The $424-million Surgery and Emergency Services Pavilion addresses a number of challenges UC Davis faces as the only Level 1 trauma center for the rapidly growing Sacramento region. Given a rising number of patients, new kinds of medical equipment and the state's building safety requirements, the medical center's current emergency department and operating rooms are both undersized and in need of prohibitively expensive seismic upgrades.
For the emergency department, the new facilities will be able to accommodate 70 patients at a time, up from 43. The busy department will be about 8,000 square feet larger than the current location, affording more patient privacy and a larger, more comfortable waiting area, where three dozen chairs will be added to the 76 seats now available.

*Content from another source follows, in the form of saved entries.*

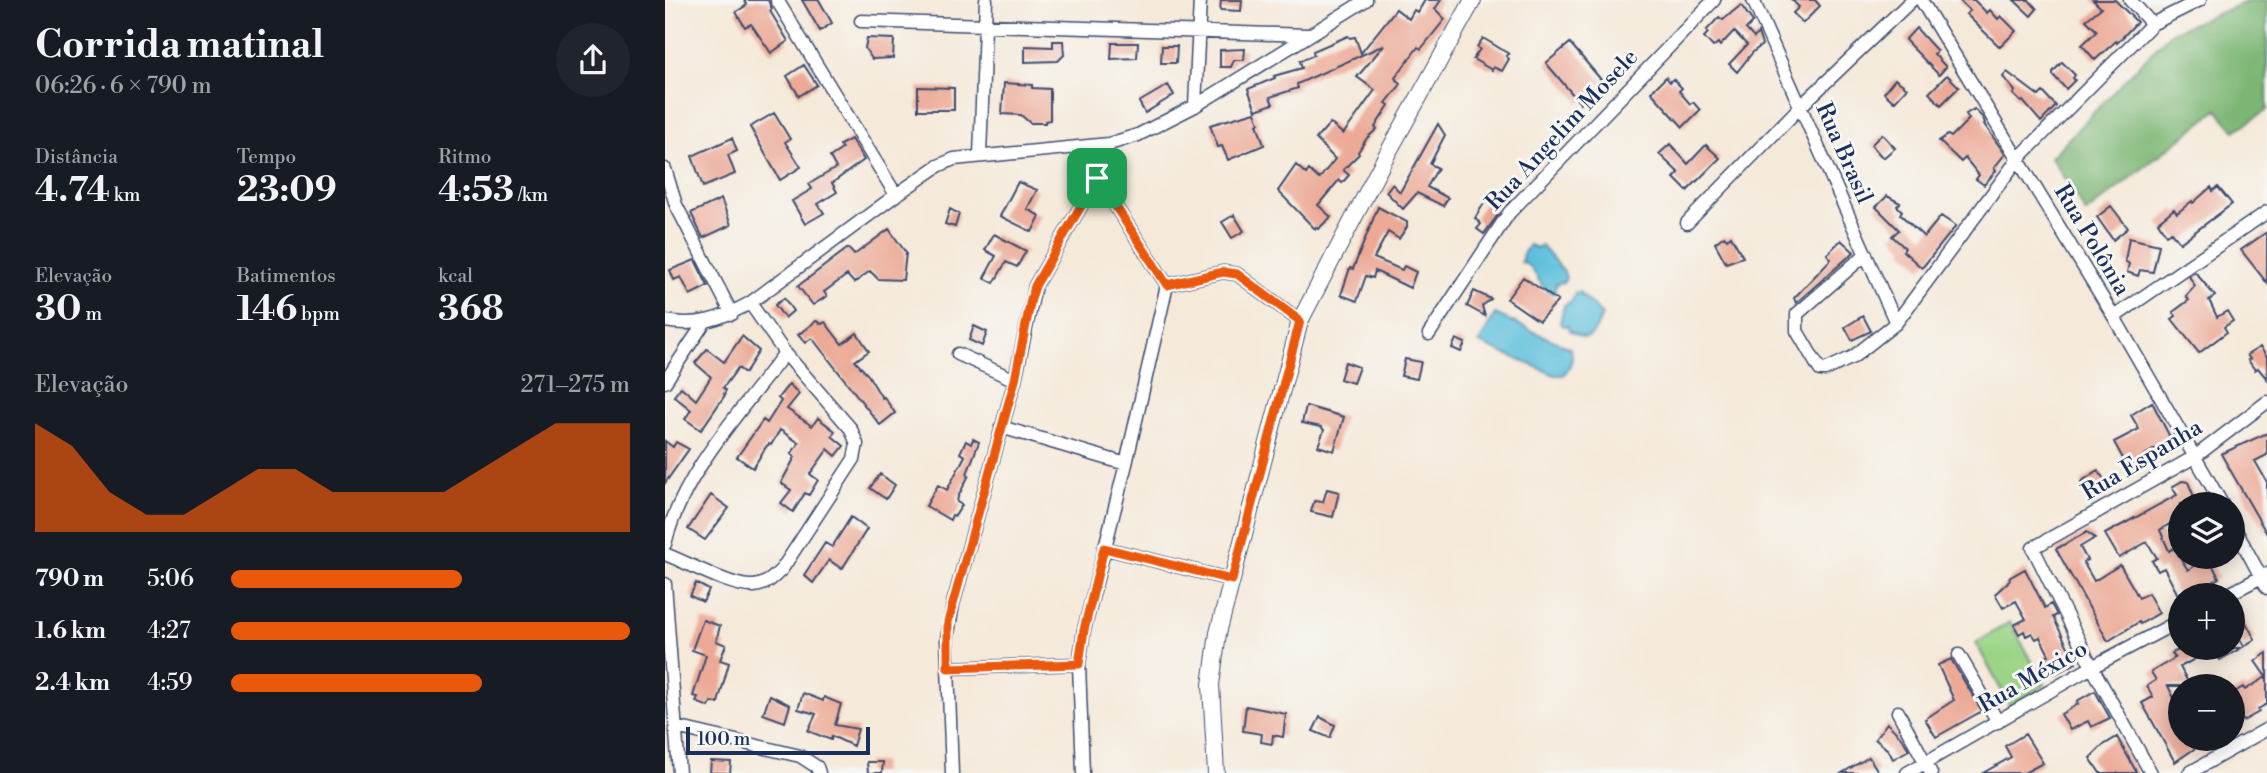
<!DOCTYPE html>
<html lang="pt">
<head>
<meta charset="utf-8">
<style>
  body { margin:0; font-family:"Libre Bodoni",serif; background:#20242c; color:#f1f3f6; height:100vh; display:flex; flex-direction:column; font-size:26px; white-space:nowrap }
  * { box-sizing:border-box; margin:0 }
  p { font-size:23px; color:#9ea1a6 }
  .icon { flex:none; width:38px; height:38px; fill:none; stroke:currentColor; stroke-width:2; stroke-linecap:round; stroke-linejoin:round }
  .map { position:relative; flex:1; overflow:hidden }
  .sheet { display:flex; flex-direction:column; background:#171b24; width:665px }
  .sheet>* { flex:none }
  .fabs { position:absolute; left:1503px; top:492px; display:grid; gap:14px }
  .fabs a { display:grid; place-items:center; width:77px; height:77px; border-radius:50%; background:#171b24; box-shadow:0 4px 18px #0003; font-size:35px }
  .scale { position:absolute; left:21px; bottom:18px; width:184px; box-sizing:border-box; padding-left:7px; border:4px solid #1b2f5e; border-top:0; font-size:19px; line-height:24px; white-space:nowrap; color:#1b2f5e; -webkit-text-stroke:5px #f6f6f2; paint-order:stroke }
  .pin { position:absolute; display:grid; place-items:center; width:60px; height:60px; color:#fff; margin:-30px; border-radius:14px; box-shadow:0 4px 10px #0006 }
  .round { display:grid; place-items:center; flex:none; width:74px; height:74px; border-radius:37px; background:#20242c }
  .overview { display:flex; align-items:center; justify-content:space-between; height:119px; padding:0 35px }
  h1 { font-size:38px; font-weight:700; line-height:52px }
  .figures { display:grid; grid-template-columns:repeat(3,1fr); gap:10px; height:119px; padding:7px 35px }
  .figures div { display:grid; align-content:center }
  .figures b { font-size:35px; font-weight:700 }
  .figures small { font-size:19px; font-weight:400 }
  .figures p { font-size:19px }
  .chart { height:196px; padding:14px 35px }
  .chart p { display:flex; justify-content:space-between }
  .chart svg { width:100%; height:126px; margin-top:7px; fill:#ea580c; opacity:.7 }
  ul { padding:0 35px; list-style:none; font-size:23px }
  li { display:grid; grid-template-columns:112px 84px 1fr; align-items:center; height:52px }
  li i { height:18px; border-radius:9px; background:#ea580c }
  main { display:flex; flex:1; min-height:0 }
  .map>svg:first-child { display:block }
  .green { fill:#9bd486; stroke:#5b8272; stroke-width:2 }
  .forest { fill:#7cb673; stroke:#4c7268; stroke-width:2 }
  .water { fill:#5dbfdc; stroke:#3c779d; stroke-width:2 }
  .building { fill:#eca995 }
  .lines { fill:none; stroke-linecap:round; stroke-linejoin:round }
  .minor-casing { stroke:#3c4b70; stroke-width:15 }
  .major-casing { stroke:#3c4b70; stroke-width:18 }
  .minor { stroke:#fff; stroke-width:12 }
  .major { stroke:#fff; stroke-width:16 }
  .route-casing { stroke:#fff; stroke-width:14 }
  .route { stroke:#ea580c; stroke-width:9 }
  .labels { text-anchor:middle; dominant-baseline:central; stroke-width:6; stroke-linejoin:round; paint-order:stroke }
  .street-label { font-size:23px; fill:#1b2f5e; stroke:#f6f6f2 }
</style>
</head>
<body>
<main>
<section class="sheet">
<div class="overview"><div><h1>Corrida matinal</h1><p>06:26 · 6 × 790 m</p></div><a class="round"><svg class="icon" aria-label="share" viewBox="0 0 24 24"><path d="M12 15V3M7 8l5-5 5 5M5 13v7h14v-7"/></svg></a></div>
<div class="figures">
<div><p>Distância</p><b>4.74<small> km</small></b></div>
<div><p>Tempo</p><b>23:09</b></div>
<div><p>Ritmo</p><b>4:53<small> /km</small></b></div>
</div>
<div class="figures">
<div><p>Elevação</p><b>30<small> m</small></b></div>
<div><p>Batimentos</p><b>146<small> bpm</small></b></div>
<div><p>kcal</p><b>368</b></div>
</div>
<div class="chart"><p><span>Elevação</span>271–275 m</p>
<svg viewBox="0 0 160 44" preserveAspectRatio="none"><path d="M0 44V6L10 14L20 30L30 38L40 38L50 30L60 22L70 22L80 30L90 30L100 30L110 30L120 22L130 14L140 6L150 6L160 6V44z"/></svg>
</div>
<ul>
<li><b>790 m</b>5:06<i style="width:58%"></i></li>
<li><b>1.6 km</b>4:27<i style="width:100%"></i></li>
<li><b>2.4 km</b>4:59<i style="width:63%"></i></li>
</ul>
</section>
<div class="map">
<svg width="1602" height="773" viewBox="0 0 1602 773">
  <rect width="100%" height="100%" fill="#f6f6f2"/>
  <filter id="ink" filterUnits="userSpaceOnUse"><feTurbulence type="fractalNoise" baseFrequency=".0143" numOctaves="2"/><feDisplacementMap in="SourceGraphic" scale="14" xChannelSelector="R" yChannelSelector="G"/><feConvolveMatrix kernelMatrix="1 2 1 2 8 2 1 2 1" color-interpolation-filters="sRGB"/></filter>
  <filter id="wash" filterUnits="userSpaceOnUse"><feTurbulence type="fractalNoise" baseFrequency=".00686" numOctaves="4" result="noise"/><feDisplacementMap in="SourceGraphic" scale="28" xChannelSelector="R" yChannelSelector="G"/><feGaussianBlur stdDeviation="1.57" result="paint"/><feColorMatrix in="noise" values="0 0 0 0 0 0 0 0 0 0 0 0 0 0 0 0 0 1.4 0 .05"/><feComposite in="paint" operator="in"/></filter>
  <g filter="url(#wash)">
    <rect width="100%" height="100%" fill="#f5e9d9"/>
    <path class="green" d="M1345 622 1380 685 1345 706 1311 643Z"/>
    <path class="forest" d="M1586 0H1602V110L1570 131 1552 110 1421 213 1386 157 1506 32Z"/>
    <path class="water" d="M864 245 872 248 876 245 899 272 901 278 899 282 891 284 889 294C875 288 874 278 866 268 864 265 860 264 856 262L858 254Z
      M910 292H914L937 315C933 324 928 343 915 336 911 334 908 332 905 331L903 326H899L895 323 899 305 907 301Z
      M830 314 905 348C910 359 905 365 899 375H890L814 343Z"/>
    <g id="blocks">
      <path class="building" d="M79 0H103L107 9 105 11 123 41 106 53 86 24 80 27 71 12 82 5Z
        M137 0H154L167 23 155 31Z
        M556 0H577L576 11 555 10Z
        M760 0H776L770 9 780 19 756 49 753 47 730 78 736 84 721 103 724 105 710 127 712 129 702 138 693 152 694 154 678 170 684 175 677 183 674 180 653 205 666 217 653 229 651 227 650 229 613 191 631 165 641 174 644 170 654 179 670 159 651 139 665 123 678 134 690 118 710 90 692 77 719 45 632 84 633 88 605 97 608 104 591 110 583 89 610 78 609 76 637 68 635 61 649 55 648 51 683 36 685 38 690 37 696 53 731 9 744 19 749 10 753 12Z
        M1127 0H1150L1155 6 1138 23 1128 13 1134 7Z
        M1294 0H1309L1322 13 1325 10 1333 19 1336 16 1351 31 1335 47 1301 14 1305 11Z
        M1349 0H1364L1372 9 1366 16Z
        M1428 0H1450L1472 22 1452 43 1451 41 1430 60 1417 45 1432 31 1421 20 1436 8Z
        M1076 5 1088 22 1081 29 1089 38 1093 33 1097 45 1088 52 1072 72 1064 64 1082 45 1069 31 1055 46 1053 43 1048 47 1039 37 1043 33 1041 31 1054 17 1058 20Z
        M1251 28 1272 51 1269 54 1281 67 1274 75 1240 40Z
        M202 38 229 39 228 58 207 59 200 48Z
        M818 38 844 54 841 56 844 59 837 71 828 67 827 70 808 59 815 49 812 47Z
        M388 41H398L399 55 393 61 360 62V46L388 47Z
        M447 43H473L472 58 446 59Z
        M905 43 938 82 915 103 881 63Z
        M497 46H512L511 63H496Z
        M580 49 579 60H569L566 67H555V50Z
        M1397 62 1410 75 1408 78 1410 80 1401 89 1388 75V72Z
        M139 65 152 85 134 96 122 76Z
        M1342 72 1374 96 1378 92 1391 106 1376 122 1358 101 1356 102 1348 94 1350 91 1338 77Z
        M1282 75 1294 87 1276 105 1264 93Z
        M1001 77 1005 82 1008 79 1017 88 1014 91 1025 104 1028 102 1035 110 1018 127 986 92Z
        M1230 79 1242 88 1229 102 1219 93Z
        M339 83 367 85V88L385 89V120L380 121V123H365L356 115 337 114Z
        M503 85 509 95 480 113 474 102Z
        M253 87 289 88V110H253Z
        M1309 109 1318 118 1320 123 1319 124 1340 154 1329 168 1331 171 1319 185 1311 179 1314 175 1300 158 1296 162 1274 141 1283 135 1286 137 1304 119 1301 114Z
        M590 112 594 123 592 124 599 145 563 160 557 146 553 147 545 125Z
        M109 113 125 139 120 142 136 167 115 180 85 127Z
        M773 124 780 135 765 164 773 168 762 187 783 198 778 206 752 193 738 209 721 192 727 184 735 192Z
        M1217 134 1230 148 1218 158 1206 145Z
        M67 138 72 151 63 155 70 174 38 187 27 156Z
        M186 139 199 160 167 183 172 192 153 204 159 213 140 224 127 201 147 189 144 184 171 168 165 157 177 149 175 145Z
        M1005 144 1023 164 1041 145 1055 158 1022 191 1009 178 1014 173 994 154Z
        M353 182 372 190 362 209 375 216 367 232 335 216Z
        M1546 187 1548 191 1553 187 1567 204 1515 243 1506 232 1501 235 1493 222 1509 209 1512 213 1527 201 1528 203Z
        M1222 196 1235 203 1232 206 1237 211 1235 214 1259 237 1276 216 1291 226 1257 268 1238 251 1240 248 1227 236 1234 230 1211 207Z
        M56 199 66 225 38 238 26 213Z
        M821 200 831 206 829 212 832 216 819 234 812 229 816 224 810 218Z
        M1446 206 1463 228 1448 240 1432 217Z
        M713 207 742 222V227L734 239 723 232 709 258 737 270 739 266 751 272 745 288 710 271 708 278 701 276 692 301 676 295 685 268 688 269Z
        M285 209 294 214 290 227 280 224Z
        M569 215 579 231 567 238 557 222Z
        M224 229 241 253 238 280 213 279 205 271 189 283 182 275 159 292 162 296 148 305 133 286 183 248 189 255Z
        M1602 232V283L1576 250Z
        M329 234 361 251 352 267 341 262 329 283 319 278 331 256 320 250Z
        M1059 236 1062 239 1066 236 1078 257 1061 263 1050 243Z
        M1464 238 1494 245 1488 272 1475 270 1473 276 1462 272 1464 264 1460 261Z
        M1176 240 1189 252 1131 303 1129 298 1166 259 1162 254Z
        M30 260 43 286 25 295 16 277 9 280 5 270Z
        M1530 272 1550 296 1544 300 1552 317 1562 311 1568 321 1559 327 1562 332 1534 353 1507 319 1511 316 1508 312 1524 300 1521 296 1530 286 1524 276Z
        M858 277 893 301 874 321 842 299Z
        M809 291 826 299 817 306 820 316 802 306Z
        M119 298 128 311 120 318 110 305Z
        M1198 316 1206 331 1187 340 1180 327Z
        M151 321 157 324 160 322 177 344 192 333 204 351 190 361 203 375 217 398 219 397 230 413 215 425 147 338 140 343 133 335Z
        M309 326 322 332 317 346 304 340Z
        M77 336 94 351 80 373 73 368 58 388 61 390 59 394 60 395 36 430 20 419 26 410 9 396 16 387 31 400 46 377 30 363 42 349 59 362Z
        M791 339 800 343 796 352 787 348Z
        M1595 347 1602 357V379L1593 368 1590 370 1583 360 1585 359 1582 355Z
        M740 359 756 362 752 379 736 376Z
        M680 362 694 367 688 383 675 379Z
        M124 384 134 394 122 409 147 426 153 418 170 431 167 436 179 446 171 456 163 449 145 474 153 480 144 495 140 493 128 512 116 503 126 490 116 483 130 457 126 454 134 443 115 430 106 445 104 444 101 447 88 468 72 457 98 420 102 423 116 401 113 398Z
        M1487 402 1507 441 1491 451 1490 449 1462 466 1449 442 1474 429 1466 415Z
        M641 406 679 417 669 451 653 446 659 430 656 427 637 423Z
        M1602 433V455L1590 461 1602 482V534L1556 454Z
        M308 439 314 442 302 474 304 475 293 497 292 502 297 505 290 516 287 515 285 520 261 506 273 485 282 490 300 456 295 453 301 441 306 444Z
        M0 441 8 447 11 442 24 449 0 483Z
        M1433 470 1442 484 1425 496 1416 482Z
        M215 474 230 485 221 499 205 488Z
        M1517 481 1523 482 1532 504H1516V517L1495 530 1504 551 1509 548 1523 570 1544 558 1554 578 1527 595H1513L1499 568 1493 571 1487 561 1492 558 1482 542 1454 558 1440 534 1512 495 1507 487Z
        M662 489 674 492 668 517 646 512 649 501 658 502Z
        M46 495 64 508 40 540 23 529Z
        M186 517 202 529 177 569 164 560 148 583 139 575 160 543 167 547Z
        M1422 532 1430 538 1415 547 1422 560 1418 562 1429 581 1455 565 1474 598 1483 593 1494 613 1475 624 1474 622 1443 641 1391 549Z
        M1360 569 1380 608 1386 604 1392 615 1388 617 1411 663 1390 674 1381 657 1384 655 1375 637 1371 639 1367 633 1361 636 1359 631 1354 634 1349 625 1361 619 1351 601 1338 608 1330 594 1345 580 1344 578Z
        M31 583 44 590 38 602 25 596Z
        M1578 617 1590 639 1579 646 1568 627V623Z
        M38 620 55 626 51 641 61 645 55 660 64 663 53 703 46 702 44 707 31 702 33 697 28 696 41 655 27 650Z
        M1518 648H1576L1555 660 1548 649 1515 667 1525 686H1503L1516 712V738H1545L1510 762 1477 703 1488 697 1482 686 1491 680 1486 672 1510 658 1507 653Z
        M1602 653V704L1593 709 1594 712 1578 721 1568 703V693L1578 687 1580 690 1601 677 1590 661Z
        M1286 659 1317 711 1271 737 1260 719 1289 700 1273 665Z
        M1430 691 1445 718 1426 727 1423 721 1405 730 1396 714 1413 704 1412 701Z
        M138 693 158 701 159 697 176 704 170 725 193 729 188 746 167 736 166 740 143 731 151 714 133 709Z
        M105 695 125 705 120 722 98 714Z
        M581 706 621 714 618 737 608 735 607 744 596 742 597 734 578 731Z
        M655 717 670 725 665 738 648 731Z
        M1222 723 1237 738 1244 750 1228 759 1223 750 1210 739Z
        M1360 734 1378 763 1359 773H1318L1346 757 1340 746Z
        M1452 737 1472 773H1435L1425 758 1437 746Z
        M1204 757 1214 773H1177Z
        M46 761 66 762 65 773H45Z
        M202 762H218L217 773H203Z"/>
    </g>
  </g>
  <g filter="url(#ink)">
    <use href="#blocks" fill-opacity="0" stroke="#3c4b70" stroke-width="2"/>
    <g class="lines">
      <g class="minor-casing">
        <path id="minor" d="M112 0 231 195
          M1088 0 1231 323
          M1256 0 1449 317 1557 504
          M1465 0 1487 24
          M196 21 642 35
          M530 106 535 0
          M315 155 321 0
          M0 169 11 205 67 314
          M1022 223 1136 106 1247 0
          M1201 254 1132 314V331L1155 370H1160L1188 357 1231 323 1353 159 1487 24 1535 0
          M502 285 558 272 572 274 635 321
          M1449 317 1602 212
          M0 321C33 327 56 319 85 303L231 195 273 166 289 159 444 144 473 135 530 106 701 0
          M764 334 844 213 1049 0
          M293 354 350 380
          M0 382 39 323
          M336 427 461 464
          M1568 525 1602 588
          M0 544C17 474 76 411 120 353L85 303
          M439 548 567 580
          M0 554C21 562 68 588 89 586 101 585 108 578 117 569L189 459 192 444 186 429 120 353
          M0 584 14 773
          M1562 595 1602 574
          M1294 655 1333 722
          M283 668 414 664
          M1233 712 1266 773
          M11 727 135 756 152 767 154 773
          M287 773 282 639 288 604 350 380 370 286 432 178 444 144
          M418 773 414 664 419 630 461 464 502 285 432 178
          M1242 773 1427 667 1516 620
          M1486 773 1427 667 1368 548 1531 456 1602 402
          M1524 773 1602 729"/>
      </g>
      <g class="major-casing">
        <path id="major" d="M551 773 546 685 553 633 635 321 720 158 808 0"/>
      </g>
      <use href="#minor" class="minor"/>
      <use href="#major" class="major"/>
    </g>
  </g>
  <g class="lines" filter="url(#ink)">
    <g class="route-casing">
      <path id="route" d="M432 178 502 285 558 272 572 274 635 321 567 580 439 548 419 630 414 664 283 668V622L350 380 366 299 370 286Z"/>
    </g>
    <use href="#route" class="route"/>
  </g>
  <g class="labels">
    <g class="street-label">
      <text transform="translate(897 130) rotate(-47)">Rua Angelim Mosele</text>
      <text transform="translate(1179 153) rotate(66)">Rua Brasil</text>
      <text transform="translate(1427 240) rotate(59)">Rua Polônia</text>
      <text transform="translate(1477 460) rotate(-31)">Rua Espanha</text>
      <text transform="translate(1368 677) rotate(-30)">Rua México</text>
    </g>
  </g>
</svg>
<div class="fabs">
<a><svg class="icon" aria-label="layers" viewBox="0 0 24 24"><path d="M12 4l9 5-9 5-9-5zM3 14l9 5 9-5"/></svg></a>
<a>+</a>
<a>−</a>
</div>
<div class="scale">100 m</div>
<div class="pin" style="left:432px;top:178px;background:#1e9e55"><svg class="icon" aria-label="arrive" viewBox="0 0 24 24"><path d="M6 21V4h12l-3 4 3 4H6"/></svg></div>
</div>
</main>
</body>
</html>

The surgery department is also expanding in size, adding eight operating rooms to the existing 16 and nearly doubling its overall size to 50,000 square feet. The department, which already handles more than 10,000 surgeries a year, will add 20 intensive care beds for its post-operative care, with half of them for trauma and vascular cases and the other 10 for cardiac and transplant patients.
Additionally, plans for the Surgery and Emergency Services Pavilion call for expanding the UC Davis Regional Burn Center, which is one of only two such units in Northern California certified by the American Burn Association. The new unit will double its current size to more than 12,000 square feet and add another four beds to an existing eight.
New locations are also slated for the departments of Cardiovascular Medicine, Radiology and Clinical Laboratory Services, which hospital chief executive officer Ann Madden Rice said will benefit both patients and staff alike.
"The new pavilion," said Rice, "is essential to our ability to provide the high quality service this community expects from us."
Charles Casey is a senior public information representative for the UC Davis Health System.